Required action
Write out the full set of records below exactly.

[Dataset entries]
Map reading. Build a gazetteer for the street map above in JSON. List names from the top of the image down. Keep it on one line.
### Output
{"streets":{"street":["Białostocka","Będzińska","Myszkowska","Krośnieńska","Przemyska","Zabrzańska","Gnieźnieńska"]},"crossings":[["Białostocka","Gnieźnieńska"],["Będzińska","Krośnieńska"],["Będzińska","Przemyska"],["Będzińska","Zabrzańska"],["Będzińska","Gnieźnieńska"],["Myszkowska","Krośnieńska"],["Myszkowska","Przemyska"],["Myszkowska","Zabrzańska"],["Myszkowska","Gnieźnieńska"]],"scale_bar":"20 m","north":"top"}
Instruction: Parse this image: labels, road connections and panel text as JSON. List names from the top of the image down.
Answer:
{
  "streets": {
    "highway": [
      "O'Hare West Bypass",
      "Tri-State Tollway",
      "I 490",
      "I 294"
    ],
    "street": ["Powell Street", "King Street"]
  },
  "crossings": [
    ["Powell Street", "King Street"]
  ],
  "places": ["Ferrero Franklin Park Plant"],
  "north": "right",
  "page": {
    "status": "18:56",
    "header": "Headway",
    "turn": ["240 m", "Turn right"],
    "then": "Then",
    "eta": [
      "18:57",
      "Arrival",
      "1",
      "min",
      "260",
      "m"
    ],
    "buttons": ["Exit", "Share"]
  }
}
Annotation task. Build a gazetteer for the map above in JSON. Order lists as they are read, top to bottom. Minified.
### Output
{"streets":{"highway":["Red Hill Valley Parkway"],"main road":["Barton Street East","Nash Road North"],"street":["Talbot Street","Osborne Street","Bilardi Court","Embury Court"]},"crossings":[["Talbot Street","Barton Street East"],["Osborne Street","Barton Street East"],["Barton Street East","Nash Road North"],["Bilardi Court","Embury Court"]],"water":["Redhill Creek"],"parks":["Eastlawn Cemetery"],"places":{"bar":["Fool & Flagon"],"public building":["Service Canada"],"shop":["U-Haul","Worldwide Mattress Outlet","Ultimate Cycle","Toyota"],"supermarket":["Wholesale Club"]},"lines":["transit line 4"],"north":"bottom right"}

Solution to the exercise
Map reading. Build a gazetteer for the street map above in JSON. List names from the top of the image down. Keep it on one line.
### Output
{"streets":{"street":["Białostocka","Będzińska","Myszkowska","Krośnieńska","Przemyska","Zabrzańska","Gnieźnieńska"]},"crossings":[["Białostocka","Gnieźnieńska"],["Będzińska","Krośnieńska"],["Będzińska","Przemyska"],["Będzińska","Zabrzańska"],["Będzińska","Gnieźnieńska"],["Myszkowska","Krośnieńska"],["Myszkowska","Przemyska"],["Myszkowska","Zabrzańska"],["Myszkowska","Gnieźnieńska"]],"scale_bar":"20 m","north":"top"}
Instruction: Parse this image: labels, road connections and panel text as JSON. List names from the top of the image down.
Answer:
{
  "streets": {
    "highway": [
      "O'Hare West Bypass",
      "Tri-State Tollway",
      "I 490",
      "I 294"
    ],
    "street": ["Powell Street", "King Street"]
  },
  "crossings": [
    ["Powell Street", "King Street"]
  ],
  "places": ["Ferrero Franklin Park Plant"],
  "north": "right",
  "page": {
    "status": "18:56",
    "header": "Headway",
    "turn": ["240 m", "Turn right"],
    "then": "Then",
    "eta": [
      "18:57",
      "Arrival",
      "1",
      "min",
      "260",
      "m"
    ],
    "buttons": ["Exit", "Share"]
  }
}
Annotation task. Build a gazetteer for the map above in JSON. Order lists as they are read, top to bottom. Minified.
### Output
{"streets":{"highway":["Red Hill Valley Parkway"],"main road":["Barton Street East","Nash Road North"],"street":["Talbot Street","Osborne Street","Bilardi Court","Embury Court"]},"crossings":[["Talbot Street","Barton Street East"],["Osborne Street","Barton Street East"],["Barton Street East","Nash Road North"],["Bilardi Court","Embury Court"]],"water":["Redhill Creek"],"parks":["Eastlawn Cemetery"],"places":{"bar":["Fool & Flagon"],"public building":["Service Canada"],"shop":["U-Haul","Worldwide Mattress Outlet","Ultimate Cycle","Toyota"],"supermarket":["Wholesale Club"]},"lines":["transit line 4"],"north":"bottom right"}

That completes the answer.